Update: The "Multiple-account support" section has been rewritten to correct my original misunderstanding of how it works.
The new version of Tweetdeck is out, a bit ahead of schedule. (You can also download Tweetdeck from Download.com.) As discussed previously, this version adds cloud synchronization and other features. But I found the implementation rough in spots. Here's a quick hands-on overview of the main new features:
Synchronization: The big feature: searches and groups are saved to your online Tweetdeck account, and setting up the account is easy. Now when you launch Tweetdeck on another computer these searches and groups will be there waiting for you. The interface for managing these is very bare-bones, however. There's no easy-to-view window of your saves searches, for example. You can see the queries you've saved in a drop-down list when you open the search box, but it'd be better if there were more management tools for people who create a lot of queries.

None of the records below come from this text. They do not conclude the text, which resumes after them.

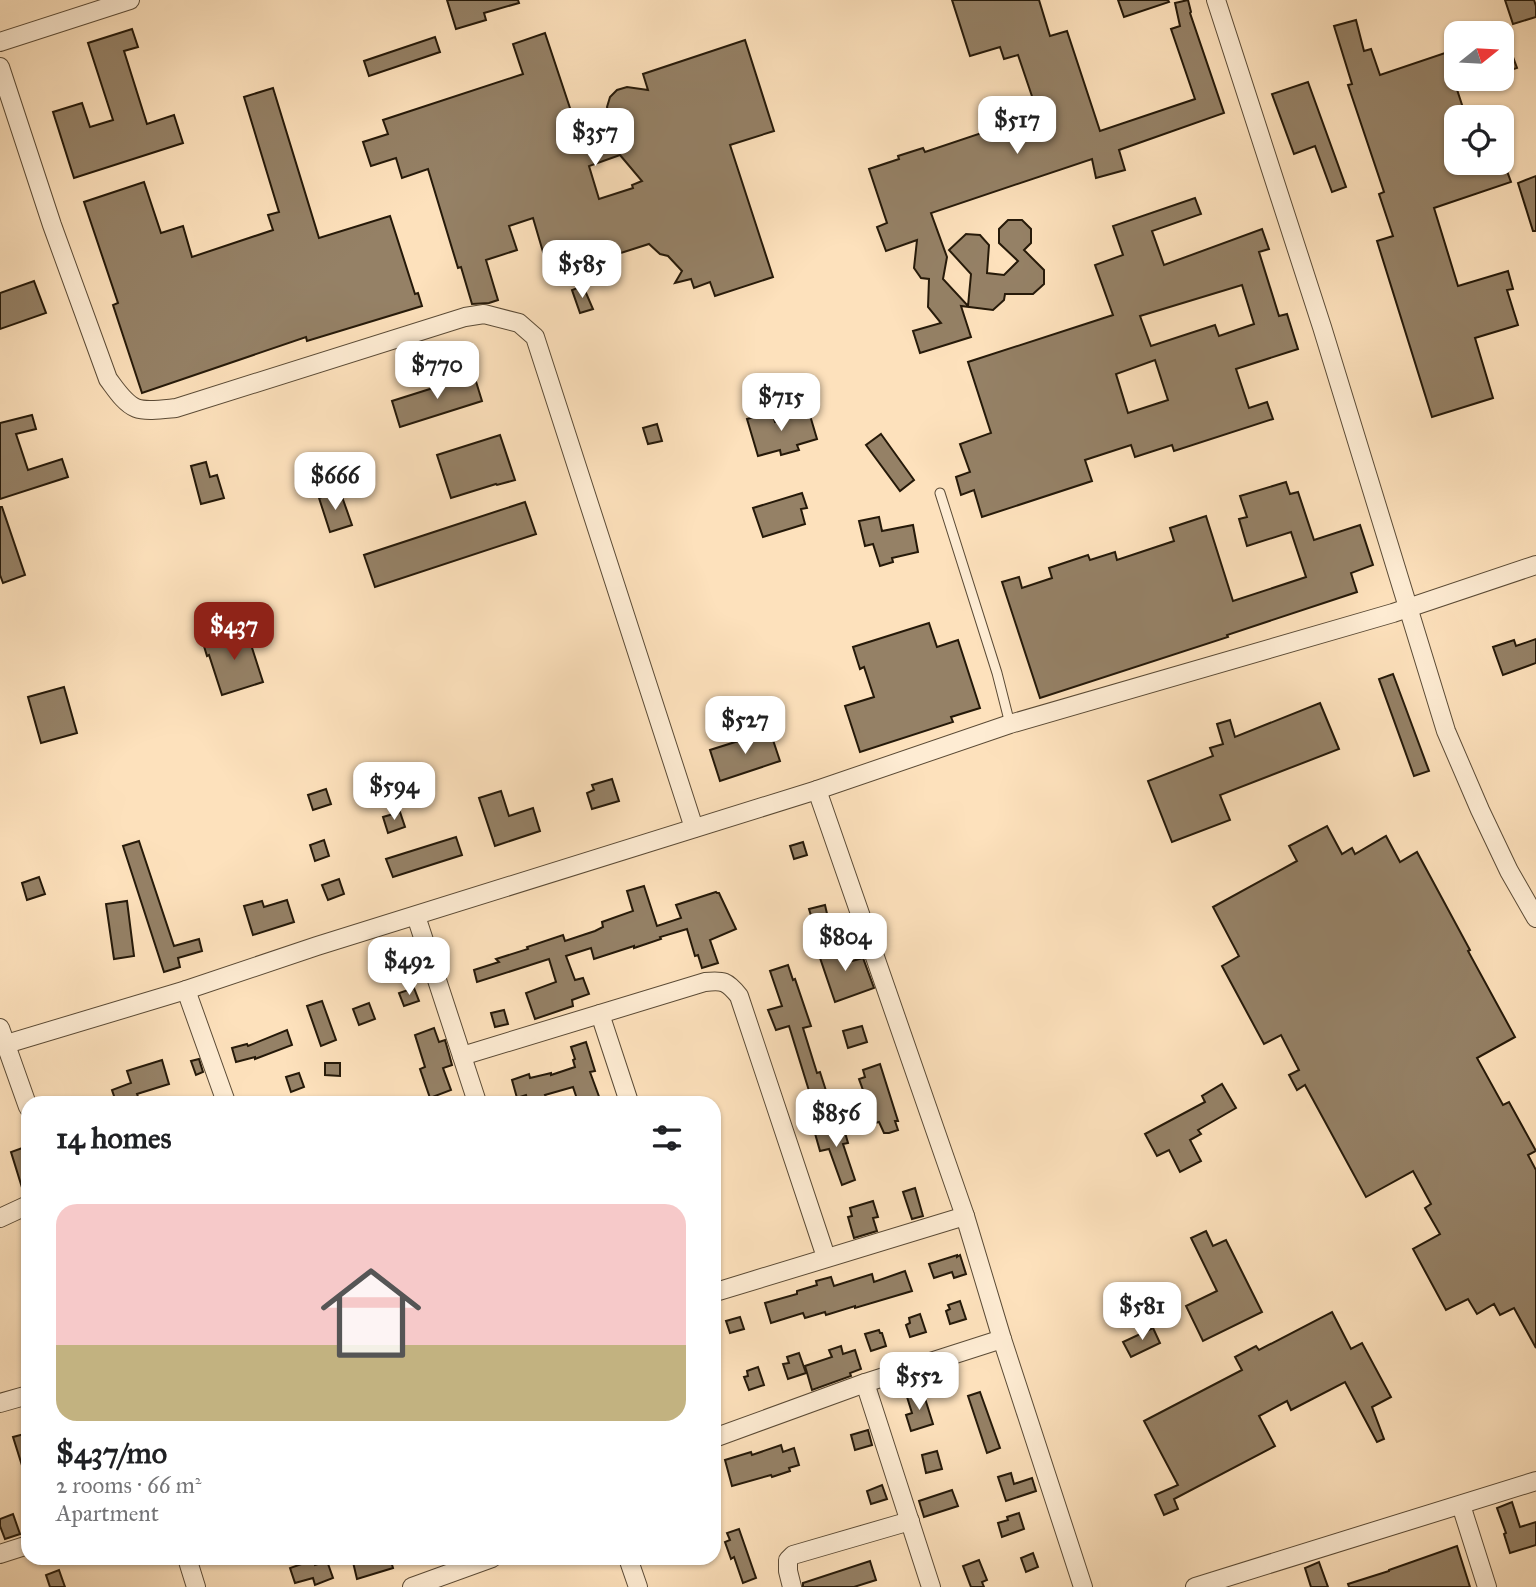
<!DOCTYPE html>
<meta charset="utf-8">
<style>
:root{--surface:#fff;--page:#f6f6f6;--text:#202124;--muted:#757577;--line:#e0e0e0;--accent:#8f2418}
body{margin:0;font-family:"IM FELL Great Primer",serif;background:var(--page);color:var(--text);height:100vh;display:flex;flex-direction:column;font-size:26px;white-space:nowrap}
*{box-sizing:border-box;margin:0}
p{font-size:23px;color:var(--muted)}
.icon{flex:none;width:38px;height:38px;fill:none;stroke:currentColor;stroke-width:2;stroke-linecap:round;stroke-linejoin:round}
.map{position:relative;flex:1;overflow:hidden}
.side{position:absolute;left:21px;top:1096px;width:700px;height:469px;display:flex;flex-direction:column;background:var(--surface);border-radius:21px;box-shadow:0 2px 5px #0004}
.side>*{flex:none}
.needle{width:46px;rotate:72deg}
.tools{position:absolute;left:1444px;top:21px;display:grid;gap:14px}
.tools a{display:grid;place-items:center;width:70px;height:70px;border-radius:14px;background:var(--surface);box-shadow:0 2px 5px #0004;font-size:35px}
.price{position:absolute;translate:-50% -60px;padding:0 16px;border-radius:14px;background:#fff;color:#222;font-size:23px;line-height:46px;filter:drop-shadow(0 2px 4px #0008)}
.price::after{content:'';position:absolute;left:50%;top:42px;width:21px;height:16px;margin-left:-10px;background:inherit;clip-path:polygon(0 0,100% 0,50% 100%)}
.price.active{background:var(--accent);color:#fff}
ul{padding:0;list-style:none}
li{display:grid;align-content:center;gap:14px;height:371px;padding:0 35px}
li+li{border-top:2px solid var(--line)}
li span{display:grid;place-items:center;height:217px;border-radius:21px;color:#555}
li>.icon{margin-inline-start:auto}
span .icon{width:126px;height:126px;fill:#fffc;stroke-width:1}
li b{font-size:30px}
h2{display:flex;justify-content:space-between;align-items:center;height:84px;padding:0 35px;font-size:30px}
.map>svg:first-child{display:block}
</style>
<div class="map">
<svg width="1536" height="1587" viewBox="0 0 1536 1587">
<rect width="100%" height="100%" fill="#fde1bc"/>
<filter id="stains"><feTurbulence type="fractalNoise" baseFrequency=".00286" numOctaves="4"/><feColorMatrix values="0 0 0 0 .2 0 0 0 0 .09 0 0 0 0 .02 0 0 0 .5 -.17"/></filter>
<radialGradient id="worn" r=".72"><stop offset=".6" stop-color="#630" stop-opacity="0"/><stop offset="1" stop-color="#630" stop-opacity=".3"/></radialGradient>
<g fill="#958166" stroke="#251909" stroke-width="2" fill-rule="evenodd">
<polygon points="447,0 518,0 519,3 484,13 486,20 456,29"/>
<polygon points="952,0 1039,0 1050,36 1067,31 1100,131 1195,99 1171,29 1180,26 1175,3 1188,0 1191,12 1190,13 1224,113 1119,150 1125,170 1096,178 1092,159 931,213 947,257 943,279 968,306 971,274 949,250 966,234 980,235 989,245 987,273 1004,275 1018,261 999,243 999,229 1008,220 1022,220 1031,229 1031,243 1024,250 1044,270 1044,284 1033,294 1005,294 1004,300 993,310 961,306 971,337 920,353 913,331 941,323 928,307 929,279 921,278 914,268 917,240 886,251 877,227 887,223 869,169 899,159 898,156 923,148 925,152 1038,114 1018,55 1004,59 1000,47 970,56"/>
<polygon points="1118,0 1168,0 1169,2 1124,17"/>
<polygon points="1505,0 1534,0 1536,6 1536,17 1513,24"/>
<polygon points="1356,20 1364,51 1371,49 1380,75 1445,53 1466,117 1456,117 1456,163 1504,163 1511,182 1434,208 1458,286 1508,271 1513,289 1507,290 1518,325 1475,338 1493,398 1432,417 1377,241 1393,236 1379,194 1384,192 1348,85 1352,84 1334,26"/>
<polygon points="132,29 138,47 124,51 147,124 174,115 183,143 74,178 53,112 82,103 90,127 113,120 88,43"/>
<polygon points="1502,30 1503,30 1517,68 1505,72 1502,62"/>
<path d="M545,33L576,126L609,115L607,107L610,97L617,90L627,87L648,90L643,74L745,40L774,131L730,145L773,277L715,296L710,282L694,288L691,279L675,283L682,271L668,256L660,254L649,244L580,266L578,260L548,269L533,218L509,226L517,250L486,260L498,300L489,303L472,304L461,267L458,268L428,169L402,178L396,158L371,166L363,142L388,134L383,120L523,74L513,44ZM620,155L642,181L632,185L633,188L599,199L589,166Z"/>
<polygon points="435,37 440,52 369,76 364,61"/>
<polygon points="1308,82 1346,187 1332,192 1315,146 1294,154 1272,94"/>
<polygon points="273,88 319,238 390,216 415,294 418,293 422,306 307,341 306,337 142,393 113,305 118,303 84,202 144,182 161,233 183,226 192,257 273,230 268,215 279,212 244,97"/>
<polygon points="1536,176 1536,231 1533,231 1518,183"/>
<path d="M1195,198L1201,214L1152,231L1164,265L1262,229L1269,249L1259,252L1279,316L1287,314L1298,349L1236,369L1249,408L1267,402L1273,419L1174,451L1172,445L1135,457L1131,445L1085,460L1092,481L982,517L974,490L961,495L956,477L970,472L960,444L991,433L968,362L1113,315L1095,265L1123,255L1113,226ZM1242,285L1254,324L1219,336L1215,325L1151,346L1140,316ZM1155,360L1168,400L1128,413L1116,374Z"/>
<polygon points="34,281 46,313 0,329 0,293"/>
<polygon points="583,286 593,309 580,313 572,290"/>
<polygon points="474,375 482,401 400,427 392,401"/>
<polygon points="772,412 775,422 809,412 817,439 797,445 799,450 781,455 780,450 758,456 747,419"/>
<polygon points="32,415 36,429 16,434 28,470 62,459 68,477 0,499 0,423"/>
<polygon points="657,424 662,441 648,444 643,428"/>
<polygon points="881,434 914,480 900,491 866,445"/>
<polygon points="500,435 515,480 497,485 496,484 451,498 437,455"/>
<polygon points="206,462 210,477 217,475 224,498 201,504 191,466"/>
<polygon points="1286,482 1290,494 1298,492 1314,540 1360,525 1373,565 1351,573 1357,592 1227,635 1228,637 1040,698 1002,582 1019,577 1022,588 1052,578 1049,568 1088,555 1090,560 1115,552 1117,560 1174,541 1170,528 1206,516 1233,601 1306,577 1291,532 1247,546 1239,519 1247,517 1240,496"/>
<polygon points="340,491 352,525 330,532 319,498"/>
<polygon points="802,493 807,508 801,509 805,524 763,537 753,508"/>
<polygon points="525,502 536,534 375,587 364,555"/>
<polygon points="0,507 2,507 25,575 3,583 0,575"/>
<polygon points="879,517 882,531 913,525 918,552 892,558 893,562 880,566 873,544 865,546 859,521"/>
<polygon points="929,623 937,647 958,640 980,708 951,717 953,722 860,752 845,706 874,697 864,667 860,669 853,647"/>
<polygon points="246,629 263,682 222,695 209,655 207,656 203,643"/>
<polygon points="1536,639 1536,663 1503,675 1493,647 1514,640 1516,646"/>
<polygon points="1393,674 1429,771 1414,776 1379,679"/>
<polygon points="64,687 77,733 41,743 28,697"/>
<polygon points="1320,703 1339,749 1220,795 1230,820 1172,842 1148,781 1213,756 1210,748 1223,744 1217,724 1230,720 1235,737"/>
<polygon points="770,731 780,761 720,781 710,750"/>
<polygon points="612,779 619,801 592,809 587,793 594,790 592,785"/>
<polygon points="326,789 331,804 313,810 308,795"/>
<polygon points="501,791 509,816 533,808 540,831 495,846 479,798"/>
<polygon points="400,812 405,827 388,833 383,817"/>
<polygon points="1327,826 1342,854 1352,848 1355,854 1386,836 1400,862 1417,852 1470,950 1468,951 1515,1037 1477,1058 1503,1105 1509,1102 1536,1151 1528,1155 1536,1170 1536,1348 1514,1308 1500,1315 1494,1304 1477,1314 1468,1299 1446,1310 1413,1249 1440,1234 1425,1208 1431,1204 1413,1171 1366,1197 1305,1085 1297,1090 1289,1075 1299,1070 1281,1035 1264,1044 1222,966 1239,956 1213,907 1297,861 1289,846"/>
<polygon points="456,837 462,855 393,877 386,859"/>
<polygon points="324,840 329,856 315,861 310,845"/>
<polygon points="139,841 174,946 199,939 202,951 178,958 180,967 164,972 123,846"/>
<polygon points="803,842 807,855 794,859 790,846"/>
<polygon points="39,877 45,894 27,900 22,883"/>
<polygon points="339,879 344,894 328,900 322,885"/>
<polygon points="644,886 657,926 681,918 676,905 716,892 717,893 719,893 736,929 710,940 718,963 702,968 698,955 695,956 687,929 660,937 661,939 634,948 634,946 594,959 591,948 566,956 575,980 583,978 589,994 572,1000 573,1006 535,1019 526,993 556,982 549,959 477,982 474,970 499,962 496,959 528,949 527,947 563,935 565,941 595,931 603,927 602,922 633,911 627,891"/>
<polygon points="287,900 294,922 253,935 244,906 262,901 264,907"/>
<polygon points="127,901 134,956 114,959 106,904"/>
<polygon points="825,905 828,918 813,922 809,909"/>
<polygon points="835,945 837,951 848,947 852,961 863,958 874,988 835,1002 818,952"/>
<polygon points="788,965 793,980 795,979 811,1026 803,1028 817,1073 820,1072 829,1100 808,1107 804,1096 810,1094 789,1026 776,1030 768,1010 782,1006 770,971"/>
<polygon points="414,988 419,1001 404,1006 399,993"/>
<polygon points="322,1001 336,1040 321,1046 307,1006"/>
<polygon points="369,1003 375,1019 359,1025 353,1009"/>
<polygon points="504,1010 508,1024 495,1027 491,1013"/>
<polygon points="862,1026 867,1042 848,1048 843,1031"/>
<polygon points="434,1028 439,1042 445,1040 449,1054 452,1065 443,1068 451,1090 430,1098 420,1069 425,1067 415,1035"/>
<polygon points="287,1030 292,1045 255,1059 255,1057 236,1062 232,1048 247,1044 248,1046"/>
<polygon points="586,1042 595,1071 590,1072 601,1102 578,1102 573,1087 545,1095 547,1100 540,1102 528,1102 526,1095 517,1098 512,1080 529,1074 530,1078 551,1073 551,1075 575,1067 573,1060 575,1059 571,1047"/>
<polygon points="199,1059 203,1072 196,1075 191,1061"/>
<polygon points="162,1060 169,1084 137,1094 140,1102 116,1102 112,1090 131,1083 127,1071"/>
<polygon points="325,1063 340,1063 340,1076 325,1075"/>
<polygon points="880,1064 898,1121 895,1121 898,1130 889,1133 884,1133 879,1122 875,1123 859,1079 865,1077 863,1070"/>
<polygon points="299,1073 304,1087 291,1092 286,1077"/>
<polygon points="1222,1084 1236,1108 1198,1130 1201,1134 1190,1140 1201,1161 1180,1172 1169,1150 1157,1156 1145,1134 1205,1102 1202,1096"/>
<polygon points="842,1122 848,1143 843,1144 855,1180 842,1185 829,1149 820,1151 814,1130"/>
<polygon points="28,1146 28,1194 24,1194 11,1152"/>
<polygon points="915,1188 923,1216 912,1219 903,1192"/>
<polygon points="873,1201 878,1217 873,1218 877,1231 854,1238 848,1217 852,1216 850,1208"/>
<polygon points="1206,1231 1213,1246 1226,1240 1262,1312 1203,1341 1186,1306 1217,1291 1191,1238"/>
<polygon points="957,1255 957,1257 960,1255 966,1274 954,1278 952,1272 934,1278 929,1264"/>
<polygon points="905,1271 912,1291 855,1308 855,1306 826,1315 825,1312 805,1318 803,1313 771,1323 765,1303 797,1294 797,1291 817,1285 816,1281 831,1277 834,1286 872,1274 874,1282"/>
<polygon points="960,1301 966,1319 950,1324 946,1311 950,1309 948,1305"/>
<polygon points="1332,1312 1351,1349 1362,1343 1391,1397 1372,1407 1384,1439 1377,1442 1345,1382 1291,1410 1287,1401 1259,1416 1275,1446 1174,1499 1178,1509 1164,1515 1155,1495 1178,1485 1144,1421 1242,1370 1235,1357 1256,1346 1259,1350"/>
<polygon points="920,1314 926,1332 910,1337 906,1325 910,1323 909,1318"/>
<polygon points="740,1317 744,1329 730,1333 726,1321"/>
<polygon points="1153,1328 1160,1343 1131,1357 1123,1342"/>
<polygon points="879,1330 880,1333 882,1333 886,1346 871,1351 865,1334"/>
<polygon points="841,1346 843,1354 855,1350 861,1369 850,1373 851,1376 812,1390 805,1366 832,1357 829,1350"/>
<polygon points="799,1353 806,1373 788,1379 783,1364 789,1363 787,1357"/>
<polygon points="758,1367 764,1385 749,1390 744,1377 748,1376 747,1371"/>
<polygon points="923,1392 933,1424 911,1431 906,1415 912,1413 907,1397"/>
<polygon points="980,1392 1000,1448 987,1453 968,1396"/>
<polygon points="868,1430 872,1445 855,1450 851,1435"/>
<polygon points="28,1433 28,1474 25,1475 13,1437"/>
<polygon points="781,1445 783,1452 794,1448 799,1465 789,1468 790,1471 772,1477 771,1475 732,1486 725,1460 751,1452 752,1455"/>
<polygon points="937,1451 942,1469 926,1473 922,1455"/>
<polygon points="1011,1473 1014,1484 1032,1478 1036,1491 1006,1501 998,1477"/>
<polygon points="882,1485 887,1499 871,1504 867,1491"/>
<polygon points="952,1490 958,1506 924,1517 919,1501"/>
<polygon points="1512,1502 1520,1527 1536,1522 1536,1545 1510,1553 1504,1534 1506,1533 1497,1508"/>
<polygon points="1019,1513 1024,1529 1002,1537 998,1523 1008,1520 1007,1517"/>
<polygon points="13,1514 20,1534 5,1539 0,1526 0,1519"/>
<polygon points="739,1529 756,1578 743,1583 734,1557 731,1559 725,1542 730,1540 727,1533"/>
<polygon points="1457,1546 1470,1587 1349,1587 1348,1584 1389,1571 1389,1570"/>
<polygon points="1033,1553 1038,1567 1026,1572 1021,1558"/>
<polygon points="352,1558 390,1558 393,1568 357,1579"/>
<polygon points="313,1560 315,1565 327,1561 333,1578 315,1585 313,1578 295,1583 290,1568"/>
<polygon points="979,1560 987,1580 982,1582 984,1587 971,1587 963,1566"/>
<polygon points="870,1561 876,1580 854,1587 803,1587 803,1583"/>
<polygon points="1319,1562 1328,1587 1311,1587 1305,1568"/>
<polygon points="59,1570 65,1587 50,1587 46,1575"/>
</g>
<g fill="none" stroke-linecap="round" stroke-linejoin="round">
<g stroke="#5b4b36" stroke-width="11">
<polyline id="service" points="940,493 997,673 1010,724"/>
</g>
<g stroke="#5b4b36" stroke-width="20">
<g id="minor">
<polyline points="1216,0 1322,327 1446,731 1480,810 1509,871 1536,918"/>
<polyline points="0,42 130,0"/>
<path d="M0,67L52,225L108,379C115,388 124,403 136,408C146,412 165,409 176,408L465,317L484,314L519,323L535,337L694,828"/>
<polyline points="817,790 965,1216 1002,1339 1083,1587"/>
<polyline points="416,916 477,1102"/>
<polyline points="186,990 226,1102"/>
<polyline points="600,1014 629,1102"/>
<polyline points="0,1028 28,1107"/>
<polyline points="0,1046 186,990 317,946 817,790 1010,724 1393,613 1536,565"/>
<path d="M462,1056L705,982C723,980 727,981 739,996L826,1257"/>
<polyline points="0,1218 28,1205"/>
<polyline points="714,1291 719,1291 965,1216"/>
<polyline points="865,1383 931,1587"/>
<polyline points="0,1403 28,1395"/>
<polyline points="714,1438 865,1383 1002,1339"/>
<polyline points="1461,1505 1487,1587"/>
<polyline points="0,1554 28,1545"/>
<polyline points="187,1558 196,1587"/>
<polyline points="628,1558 638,1587"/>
<polyline points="412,1587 492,1558"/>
<polyline points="792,1587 788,1571 788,1560 793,1555 910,1521"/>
<polyline points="1195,1587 1536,1481"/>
</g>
</g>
<use href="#service" stroke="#feecd3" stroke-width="9"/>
<use href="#minor" stroke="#feecd3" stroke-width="18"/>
</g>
<rect width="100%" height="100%" filter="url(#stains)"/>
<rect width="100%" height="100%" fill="url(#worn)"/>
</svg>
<div class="tools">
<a><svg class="needle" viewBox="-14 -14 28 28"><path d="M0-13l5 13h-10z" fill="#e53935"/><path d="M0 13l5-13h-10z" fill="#757577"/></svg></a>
<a><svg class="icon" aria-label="locate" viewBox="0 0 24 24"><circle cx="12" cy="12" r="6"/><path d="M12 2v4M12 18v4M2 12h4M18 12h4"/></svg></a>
</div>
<b class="price" style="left:1017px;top:156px">$517</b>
<b class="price" style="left:595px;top:168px">$357</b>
<b class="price" style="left:582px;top:300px">$585</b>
<b class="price" style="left:437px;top:401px">$770</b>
<b class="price" style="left:781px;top:433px">$715</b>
<b class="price" style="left:335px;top:512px">$666</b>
<b class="price active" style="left:234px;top:662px">$437</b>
<b class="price" style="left:745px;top:756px">$527</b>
<b class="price" style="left:394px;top:822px">$594</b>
<b class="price" style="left:845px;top:973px">$804</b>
<b class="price" style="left:409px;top:997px">$492</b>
<b class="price" style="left:836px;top:1149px">$856</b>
<b class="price" style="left:1142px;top:1342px">$581</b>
<b class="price" style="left:919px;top:1412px">$552</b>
<section class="side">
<h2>14 homes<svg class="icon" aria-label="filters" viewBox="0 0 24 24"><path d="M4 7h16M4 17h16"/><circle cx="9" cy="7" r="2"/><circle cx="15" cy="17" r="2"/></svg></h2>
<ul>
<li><span style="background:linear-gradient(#f6c9c9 65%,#c2b280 0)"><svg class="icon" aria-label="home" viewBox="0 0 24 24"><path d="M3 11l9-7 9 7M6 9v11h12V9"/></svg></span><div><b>$437/mo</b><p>2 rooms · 66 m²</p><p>Apartment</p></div></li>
</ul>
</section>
</div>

All searches and groups are automatically saved to the Tweetdeck server if you have an account, and of course they have to be synchronized before you can use them on another comptuer. You can't control when your items sync (it seems to be every few minutes), and if you delete an item permanently before it syncs, you'll lose it. You will get a warning first, though, advising you to wait a few minutes before you delete.
Multiple-account support: The good news is that it's really easy to tweet to one or multiple accounts from the input box. You just click on the accounts you want to send from. Easy.
But a key element of the the interface, selecting which account you want to use when you create a new column to view, is initially confusing -- even though it will likely do the right thing for most users. If you want to add a new Friends, Mentions, or Directs column to your Tweetdeck window and you have multiple Twitter accounts in Tweetdeck, it will ask you which account your want the column to be for when you try to add it. If there's only one account option that makes sense for your choice -- if you have two Twitter accounts in Tweetdeck and you already have one Friends column showing and try to add a second, for example -- Tweetdeck will just automatically select the account that isn't displayed. This is probably what you want, but in my case, on a Tweetdeck installation with a lot of columns configured, not all of which were showing on the monitor, I got confused because the app seemed to be making a choice for me that wasn't what I thought I wanted. Turns out, it was.
In the original version of this review I criticized Tweetdeck for having an opaque method of selecting accounts to display, but Tweetdeck is actually much smarter than I first gave it credit for -- if still less than obvious.
Reply options: : There are some cool new activities you can take on each tweet you see. A "reply all" option creates a message that includes the @ addresses of everyone mentioned in a message. You can also block users, report spammers, follow and unfollow, and add users to groups directly from their tweets. These features will make power Twitterers happy.